Still above the 200 hour MA
EURUSD soared and in the process hit a 38.2% decline from the Jan 6 high of 1.21658. The high price reached 1.21723 but quickly reversed and is currently trading around 1.2150. Lagarde said the appreciation of currencies is a drag on inflation. This detracted from the bullish movement – at least for now.
Technically, the pair was able today to break above the 200 hour MA today (it moved above yesterday, only to fail fairly quickly). So far the price has been able to stay above the level for the last 6 hours. This MA arrives at 1.21340. An oscillation zone is between 1.21315 and 1.21364 and increases the importance of the zones IF buyers must maintain control. Move below and all bets are off for buyers. The sellers would regain control with another 100 hour MA test in the cards.
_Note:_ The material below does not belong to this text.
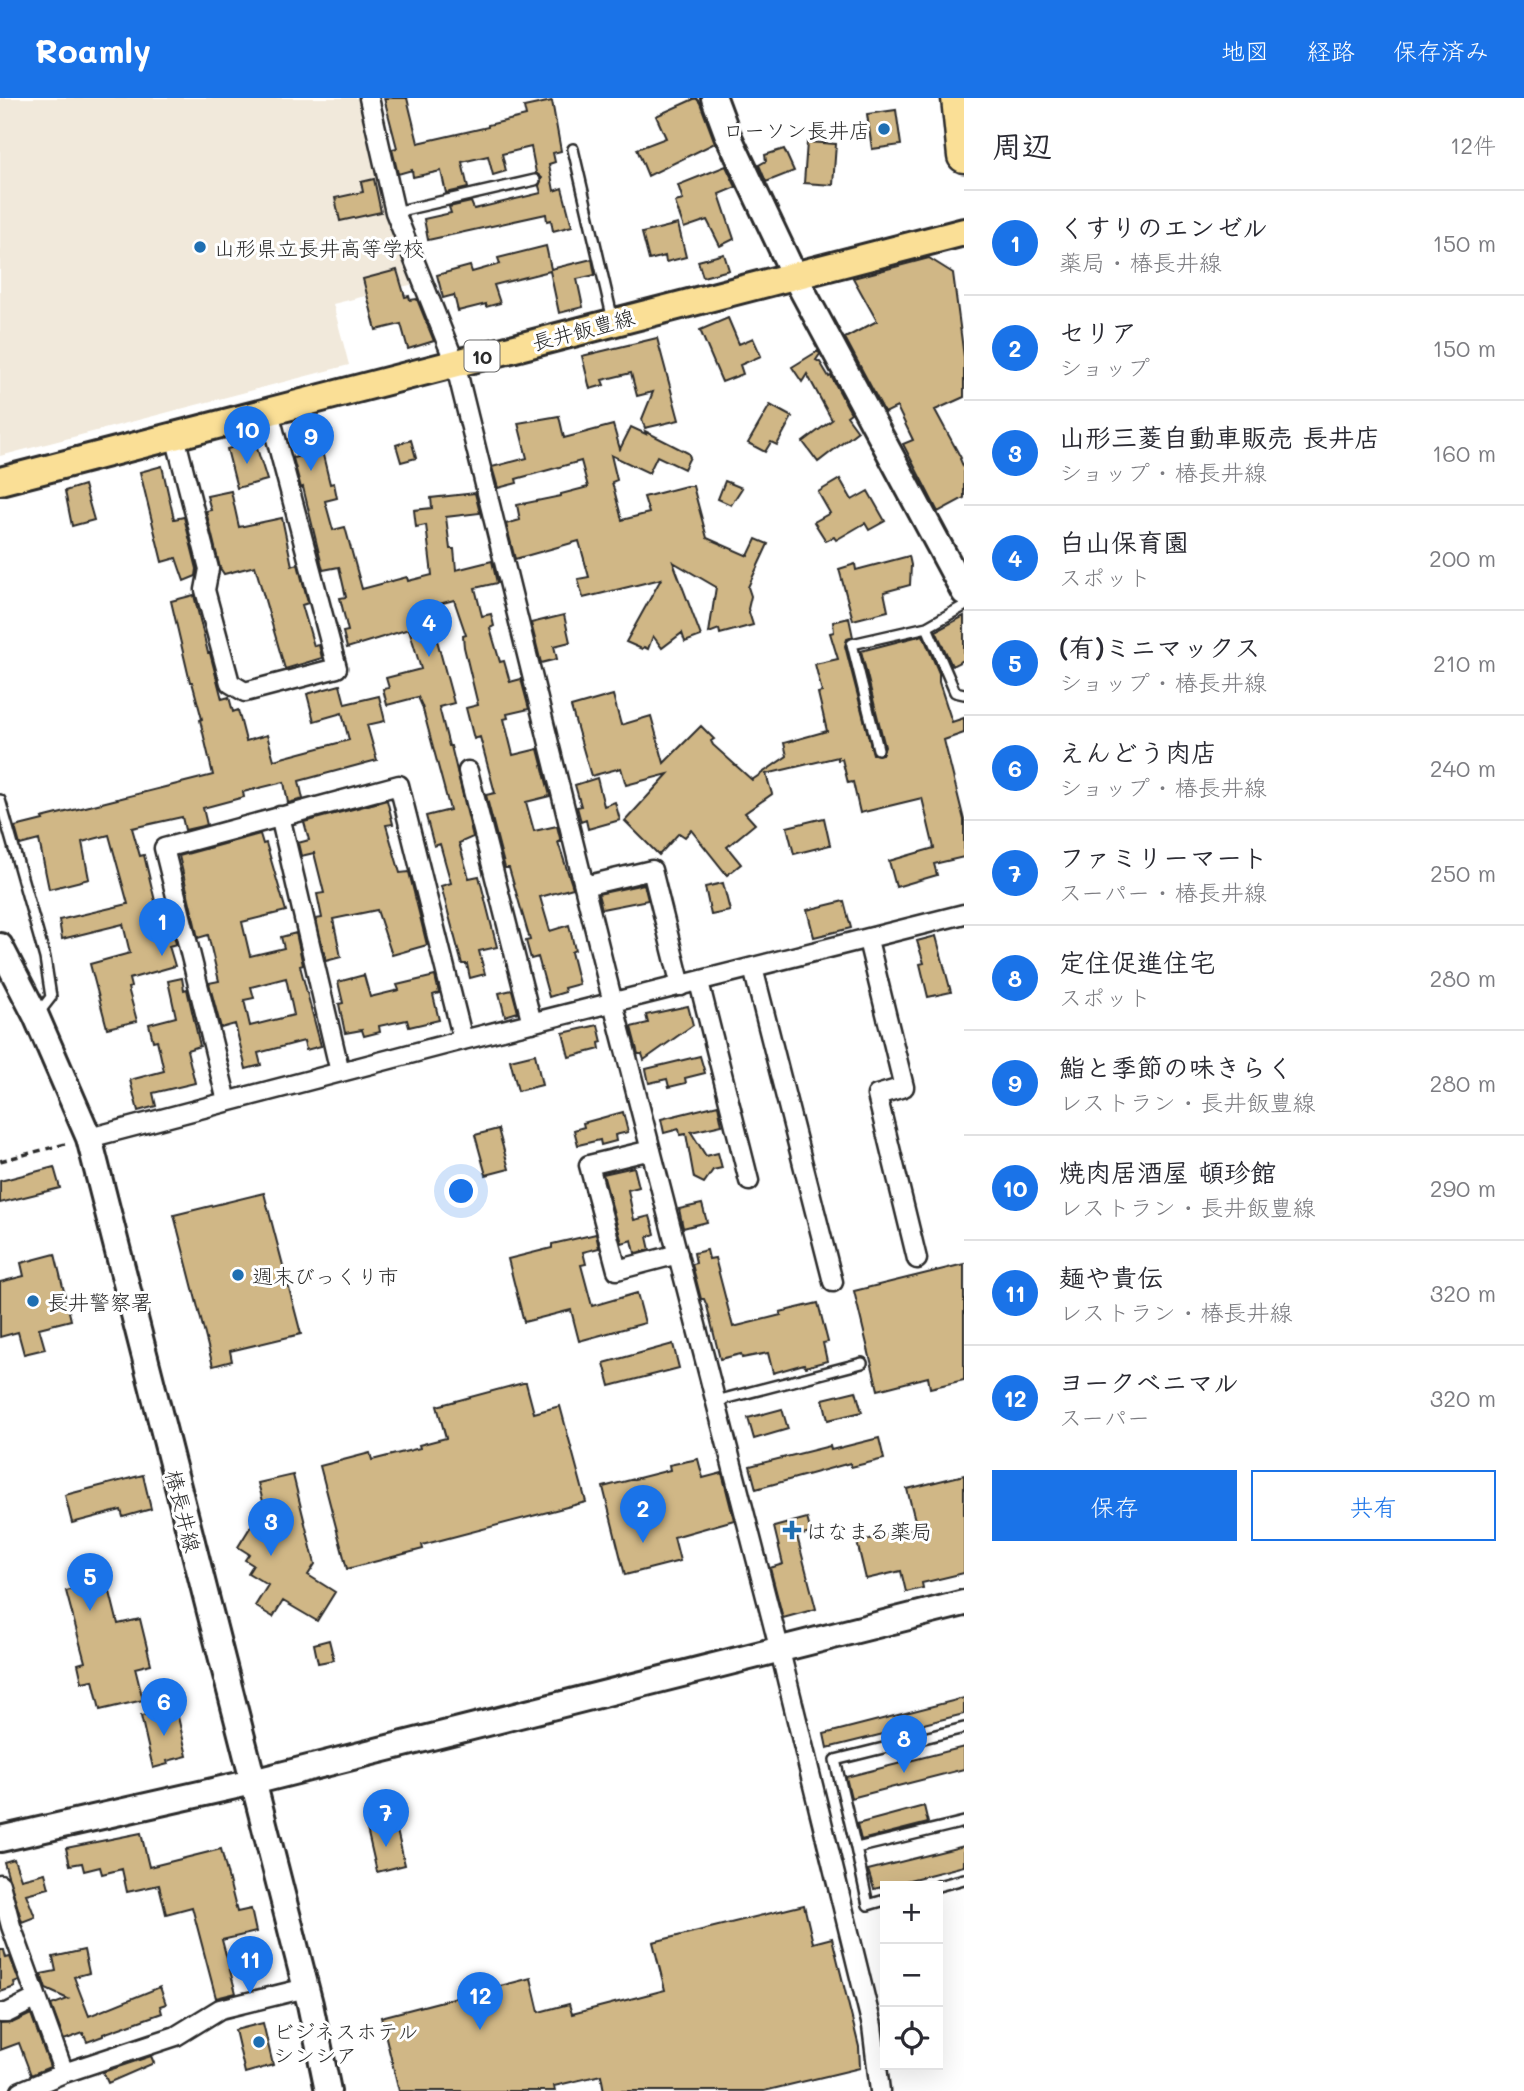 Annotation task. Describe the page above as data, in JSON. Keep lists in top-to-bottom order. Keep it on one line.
{"streets":{"main road":["長井飯豊線","10"],"street":["椿長井線"]},"places":{"other":["ローソン長井店","山形県立長井高等学校","週末びっくり市","長井警察署","ビジネスホテル シンシア"],"health":["はなまる薬局"]},"page":{"header":"Roamly","nav":["地図","経路","保存済み"],"heading":["周辺","12件"],"list":[{"mark":"1","name":"くすりのエンゼル","note":"薬局 · 椿長井線","value":"150 m"},{"mark":"2","name":"セリア","note":"ショップ","value":"150 m"},{"mark":"3","name":"山形三菱自動車販売 長井店","note":"ショップ · 椿長井線","value":"160 m"},{"mark":"4","name":"白山保育園","note":"スポット","value":"200 m"},{"mark":"5","name":"(有)ミニマックス","note":"ショップ · 椿長井線","value":"210 m"},{"mark":"6","name":"えんどう肉店","note":"ショップ · 椿長井線","value":"240 m"},{"mark":"7","name":"ファミリーマート","note":"スーパー · 椿長井線","value":"250 m"},{"mark":"8","name":"定住促進住宅","note":"スポット","value":"280 m"},{"mark":"9","name":"鮨と季節の味きらく","note":"レストラン · 長井飯豊線","value":"280 m"},{"mark":"10","name":"焼肉居酒屋 頓珍館","note":"レストラン · 長井飯豊線","value":"290 m"},{"mark":"11","name":"麺や貴伝","note":"レストラン · 椿長井線","value":"320 m"},{"mark":"12","name":"ヨークベニマル","note":"スーパー","value":"320 m"}],"pins":["10","9","4","1","2","3","5","6","8","7","11","12"],"buttons":["保存","共有"],"map_buttons":["+","−"]}} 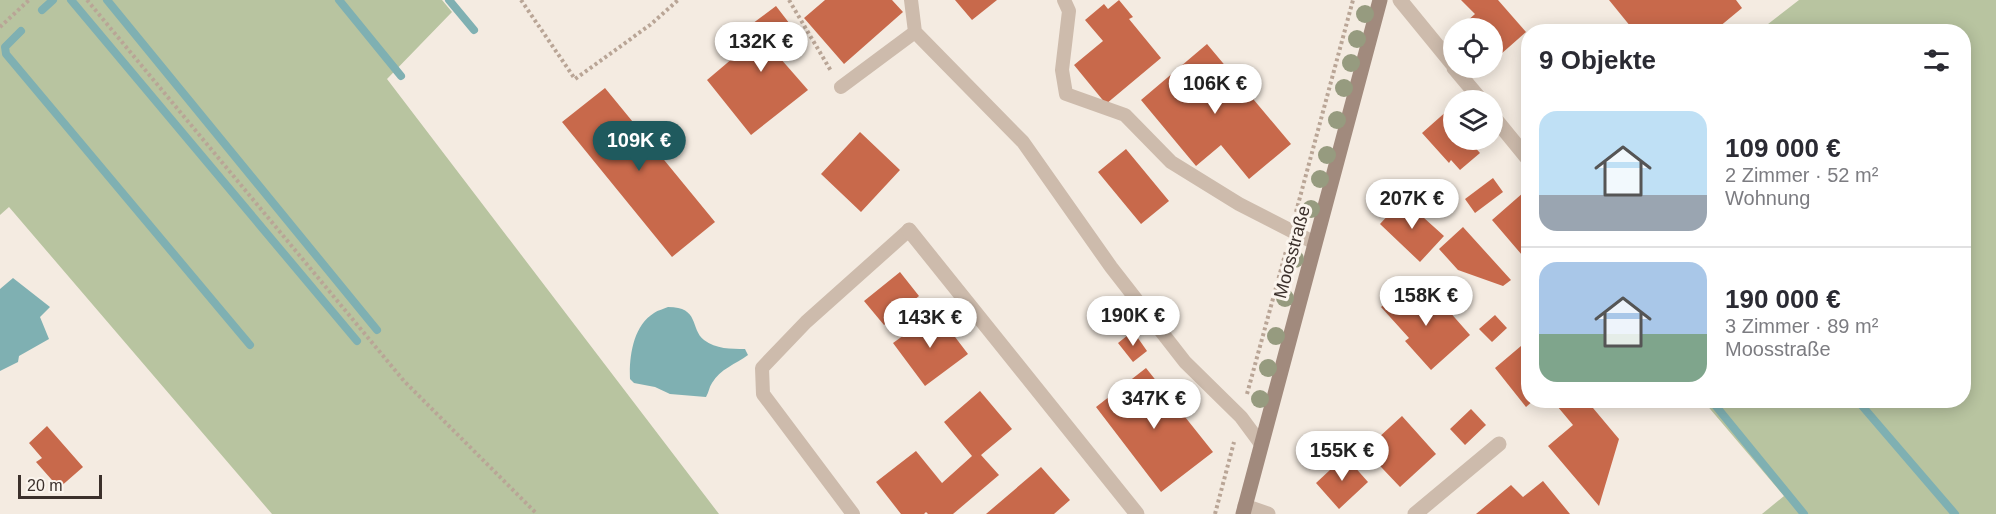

On the top, saying it as it is, the price must go above 38.2% and stay above. Not being able to do this will disappoint buyers. It would just be a simple vanilla fix. It is not something to rely on from an optimistic perspective.
So there is a battle going on given the failure above 38.2%. The price remains near the 1.2150 level, but the momentum has been given a quick punch in the gut. If the price can hold above the 200 hour MA, there may be another higher run, but a move below and the hash higher from Monday’s low, was a simple vanilla correction from the recent drop in January.